[Start of section]

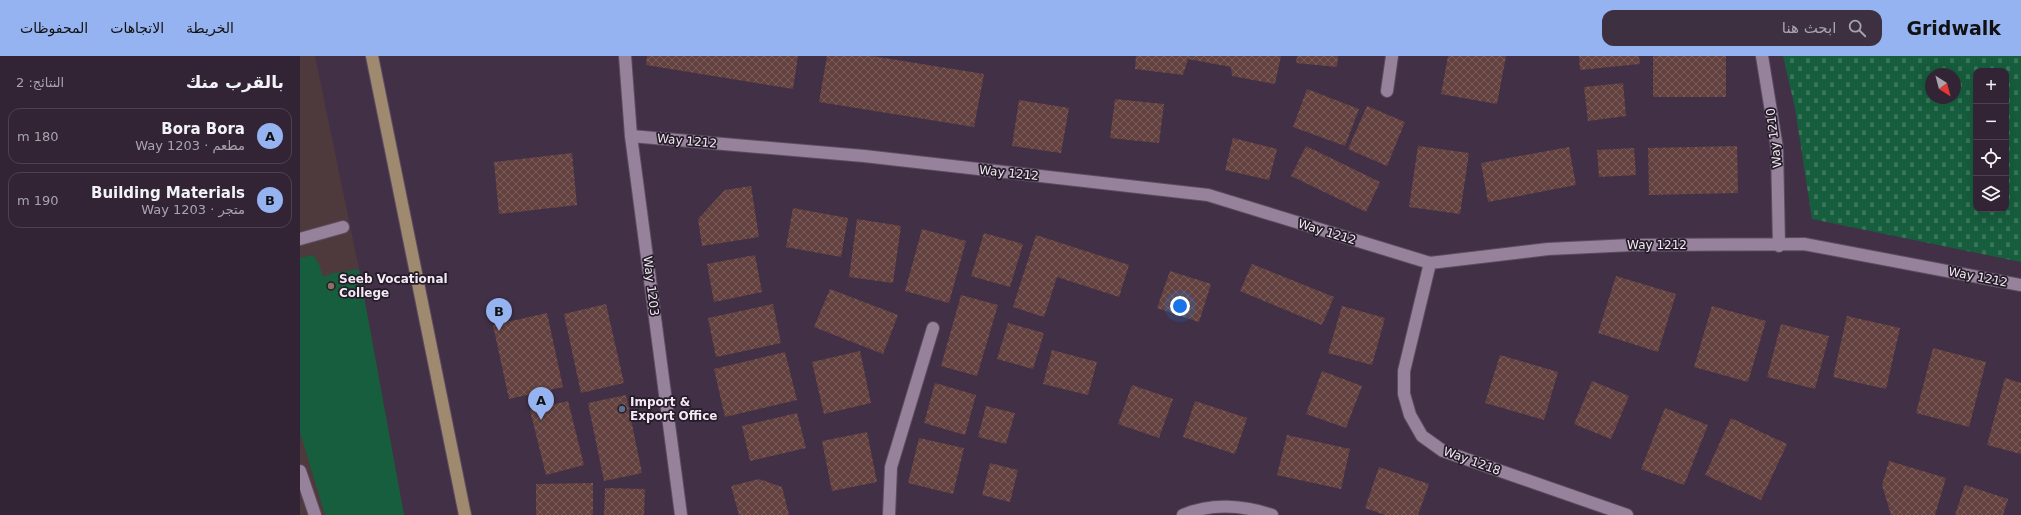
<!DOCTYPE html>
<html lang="ar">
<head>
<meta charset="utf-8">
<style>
	body { margin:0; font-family:"DejaVu Sans",Vazirmatn,sans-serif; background:#3d3041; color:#f1f3f6; direction:rtl }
	.controls { position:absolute; right:12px; top:12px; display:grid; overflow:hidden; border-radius:8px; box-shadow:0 4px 16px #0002 }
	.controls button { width:36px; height:36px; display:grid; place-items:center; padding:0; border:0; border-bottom:1px solid #4d4150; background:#322435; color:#f1f3f6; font:20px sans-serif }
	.compass { position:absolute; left:1625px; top:12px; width:36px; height:36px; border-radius:50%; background:#322435; box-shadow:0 4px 16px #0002; rotate:144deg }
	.you { position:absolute; left:880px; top:250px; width:14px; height:14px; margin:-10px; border:3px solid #fff; border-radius:50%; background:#1a73e8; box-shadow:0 0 0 6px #1a73e833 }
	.badge { display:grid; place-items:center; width:26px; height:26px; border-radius:50%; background:#95b2f1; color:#111; font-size:13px; font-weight:700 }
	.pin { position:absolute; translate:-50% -33px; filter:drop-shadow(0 1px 2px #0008) }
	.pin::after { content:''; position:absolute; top:21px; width:14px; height:12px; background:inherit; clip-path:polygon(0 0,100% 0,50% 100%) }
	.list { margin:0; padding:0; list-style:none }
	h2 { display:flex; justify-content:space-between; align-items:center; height:52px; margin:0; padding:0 16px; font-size:17px }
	h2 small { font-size:13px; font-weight:400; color:#a8a4ad }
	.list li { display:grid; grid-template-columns:26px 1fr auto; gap:12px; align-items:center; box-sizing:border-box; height:56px; margin:0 8px 8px; padding:0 8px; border:1px solid #4d4150; border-radius:12px }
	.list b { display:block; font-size:15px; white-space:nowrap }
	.list p { margin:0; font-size:13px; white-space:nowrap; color:#a8a4ad }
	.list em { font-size:13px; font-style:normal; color:#a8a4ad }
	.icon { flex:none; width:22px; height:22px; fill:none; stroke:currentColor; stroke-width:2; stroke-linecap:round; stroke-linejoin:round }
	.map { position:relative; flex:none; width:1721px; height:459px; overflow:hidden; direction:ltr }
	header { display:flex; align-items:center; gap:24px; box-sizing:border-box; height:56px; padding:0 20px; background:#95b2f1; color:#111 }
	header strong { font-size:19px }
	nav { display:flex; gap:22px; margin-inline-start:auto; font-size:14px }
	.search { width:280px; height:36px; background:#3d3041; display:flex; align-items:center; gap:10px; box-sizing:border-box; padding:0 14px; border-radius:12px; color:#a8a4ad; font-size:15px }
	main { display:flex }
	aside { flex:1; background:#322435 }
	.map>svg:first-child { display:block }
	.education { fill:#4e393d }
	.grass { fill:#165e3d }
	.cemetery { fill:url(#cemetery-stones); fill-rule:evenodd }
	.building { fill:url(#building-cross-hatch) }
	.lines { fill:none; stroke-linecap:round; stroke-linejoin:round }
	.lane-casing { stroke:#5e4d62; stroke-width:14 }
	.street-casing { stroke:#5e4d62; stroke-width:14 }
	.secondary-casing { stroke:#5e4d62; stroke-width:14 }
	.lane { stroke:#97829c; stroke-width:12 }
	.street { stroke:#97829c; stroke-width:12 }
	.secondary { stroke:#9f8a6f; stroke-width:12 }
	.education-dot { fill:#8d6e63; stroke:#241c26; stroke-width:1.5 }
	.service-dot { fill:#5c6f8a; stroke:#241c26; stroke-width:1.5 }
	.labels { text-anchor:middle; stroke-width:3.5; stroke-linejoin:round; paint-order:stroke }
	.street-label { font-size:12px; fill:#f4e8f7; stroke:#241c26 }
	.poi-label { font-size:12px; font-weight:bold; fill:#f4e8f7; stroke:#241c26; text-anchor:start }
</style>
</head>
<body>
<header>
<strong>Gridwalk</strong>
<div class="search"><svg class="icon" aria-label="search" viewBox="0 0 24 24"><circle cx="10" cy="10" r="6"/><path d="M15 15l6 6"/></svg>ابحث هنا</div>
<nav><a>الخريطة</a><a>الاتجاهات</a><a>المحفوظات</a></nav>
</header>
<main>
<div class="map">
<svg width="1721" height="459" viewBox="0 0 1721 459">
	<defs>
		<pattern id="cemetery-stones" width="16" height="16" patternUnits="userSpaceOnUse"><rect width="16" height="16" fill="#165e3d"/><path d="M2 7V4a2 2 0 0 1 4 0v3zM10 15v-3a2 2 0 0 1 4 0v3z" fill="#38755a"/></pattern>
		<pattern id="building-cross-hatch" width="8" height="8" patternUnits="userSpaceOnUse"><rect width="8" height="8" fill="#62413e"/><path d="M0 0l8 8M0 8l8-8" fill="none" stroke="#795c5b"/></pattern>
	</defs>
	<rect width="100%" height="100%" fill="#423047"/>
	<path class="education" d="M0,0H15L59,213L104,459H0Z"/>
	<path class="grass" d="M13,199L19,208L23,221L34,217L59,213L104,459H25L0,376V202Z"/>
	<path class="cemetery" d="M1483,0H1721V206L1512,163L1495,52ZM1676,15H1706V153H1676ZM1631,18H1655V42H1631Z"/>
	<path class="building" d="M347,0H498L493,33L346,9Z
		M527,0H572L684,18L674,71L519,46Z
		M836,0H981L975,28L932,20L931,11L888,3L883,19L835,13Z
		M997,0H1038L1037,11L996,7Z
		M1148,0H1206L1197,48L1141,38Z
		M1279,0H1339L1340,8L1280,14Z
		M1353,0H1426V41H1353Z
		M1323,27L1326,60L1288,65L1284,31Z
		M1007,33L1059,53L1045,90L993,71Z
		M815,43L864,48L859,87L810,82Z
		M719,44L769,52L761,97L712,90Z
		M1067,50L1105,66L1087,110L1048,93Z
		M933,82L977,93L969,124L925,114Z
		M1006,90L1080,126L1066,156L991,120Z
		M1118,90L1169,97L1160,158L1109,151Z
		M1437,90L1438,137L1349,139L1348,92Z
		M1269,91L1276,129L1188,146L1181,107Z
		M1334,92L1336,119L1299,121L1297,94Z
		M272,97L277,149L199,158L194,106Z
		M451,130L459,181L402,190L398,163L425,134Z
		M493,152L548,162L541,201L486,191Z
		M557,163L601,170L593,227L549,221Z
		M622,173L666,185L649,247L605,235Z
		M684,177L723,188L710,231L671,220Z
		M736,179L829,209L819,241L757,221L744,261L713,251Z
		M455,199L462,236L414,246L407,208Z
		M952,208L1034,241L1022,269L940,235Z
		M870,215L911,228L899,266L857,252Z
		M1316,220L1376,238L1358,296L1298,277Z
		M530,233L598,259L583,298L514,271Z
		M661,239L698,249L677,320L641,310Z
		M306,248L324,327L281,337L264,258Z
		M473,248L481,287L416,301L408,262Z
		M1042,250L1085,262L1072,309L1028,297Z
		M1412,250L1466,265L1448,326L1394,311Z
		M247,257L263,331L209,343L193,269Z
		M1547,260L1600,272L1586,333L1533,321Z
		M708,267L744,277L733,313L697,303Z
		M1481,268L1529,280L1515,333L1467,321Z
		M1633,292L1686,306L1669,371L1616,357Z
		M752,294L797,306L788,339L743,328Z
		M560,295L571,347L524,358L512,306Z
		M485,296L497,344L425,361L414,313Z
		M1200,299L1258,316L1244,364L1185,347Z
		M1022,315L1062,330L1046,372L1006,358Z
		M1705,322L1721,327V398L1687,389Z
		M1292,325L1329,340L1311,383L1274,368Z
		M635,327L676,339L665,379L624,367Z
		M832,329L873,343L859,382L818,368Z
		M326,339L342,417L304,425L288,347Z
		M268,345L284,409L246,419L230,354Z
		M895,345L947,362L935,398L883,381Z
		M686,350L715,357L706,388L678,381Z
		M1365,352L1408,369L1384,429L1341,413Z
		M497,357L506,392L450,405L442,370Z
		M1431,362L1487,388L1461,444L1405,419Z
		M567,376L577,426L532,435L522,385Z
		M987,379L1050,393L1041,433L977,419Z
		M619,382L664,392L653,438L608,427Z
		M1589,405L1646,422L1635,459H1591L1582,429Z
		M690,407L718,414L710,446L682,439Z
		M1079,411L1129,428L1118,459H1085L1065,452Z
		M459,423L482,431L489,459H439L431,430Z
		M293,427V459H236V428Z
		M1665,429L1708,443L1703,459H1655Z
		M305,432L345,433L344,459H304Z"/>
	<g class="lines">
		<g class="lane-casing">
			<path id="lane" d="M0,183L43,171
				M0,415L15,459"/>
		</g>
		<g class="street-casing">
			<path id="street" d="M325,0L331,80L381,459
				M1462,0L1477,92L1479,190
				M1087,35L1092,0
				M331,80L564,100L908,139L1130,207L1248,193L1332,189L1504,188L1721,229
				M1130,207L1104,315V338L1110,359L1122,380L1143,395L1327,459
				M589,459L591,411L633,272
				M883,459C911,447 943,449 972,459"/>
		</g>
		<g class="secondary-casing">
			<path id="secondary" d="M72,0L165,459"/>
		</g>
		<use href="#lane" class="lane"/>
		<use href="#street" class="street"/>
		<use href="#secondary" class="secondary"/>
	</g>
	<circle class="education-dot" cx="31" cy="230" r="4"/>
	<circle class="service-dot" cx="322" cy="353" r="4"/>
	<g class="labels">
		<g class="street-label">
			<text transform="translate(1474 82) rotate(-97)" y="4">Way 1210</text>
			<text transform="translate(387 85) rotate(5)" y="4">Way 1212</text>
			<text transform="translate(709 117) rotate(6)" y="4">Way 1212</text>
			<text transform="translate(1027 176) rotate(17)" y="4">Way 1212</text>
			<text x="1357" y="193">Way 1212</text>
			<text transform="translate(1678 221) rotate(11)" y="4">Way 1212</text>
			<text transform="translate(351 230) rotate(83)" y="4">Way 1203</text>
			<text transform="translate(1172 405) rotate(20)" y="4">Way 1218</text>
		</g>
		<g class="poi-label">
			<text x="39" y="227">Seeb Vocational<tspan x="39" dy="14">College</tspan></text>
			<text x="330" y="350">Import &amp;<tspan x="330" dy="14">Export Office</tspan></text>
		</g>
	</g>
</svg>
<div class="controls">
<button>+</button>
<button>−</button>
<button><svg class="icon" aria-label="locate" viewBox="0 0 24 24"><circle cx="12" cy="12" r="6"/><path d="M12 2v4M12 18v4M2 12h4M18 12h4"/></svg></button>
<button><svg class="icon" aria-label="layers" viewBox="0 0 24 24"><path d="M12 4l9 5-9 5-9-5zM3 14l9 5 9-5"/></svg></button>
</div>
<svg class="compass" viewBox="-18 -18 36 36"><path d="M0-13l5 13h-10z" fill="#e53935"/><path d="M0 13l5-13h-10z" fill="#a8a4ad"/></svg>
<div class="you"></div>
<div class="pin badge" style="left:241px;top:364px">A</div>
<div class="pin badge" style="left:199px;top:275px">B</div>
</div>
<aside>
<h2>بالقرب منك<small>النتائج: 2</small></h2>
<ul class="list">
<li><span class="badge">A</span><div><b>Bora Bora</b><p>مطعم · Way 1203</p></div><em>180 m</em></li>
<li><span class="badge">B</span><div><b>Building Materials</b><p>متجر · Way 1203</p></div><em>190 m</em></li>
</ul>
</aside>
</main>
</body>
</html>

[End of section]

**TASK**
Where a line in the listing above contains "lines", copy that line.

**TASK SOLUTION**
	.lines { fill:none; stroke-linecap:round; stroke-linejoin:round }
	<g class="lines">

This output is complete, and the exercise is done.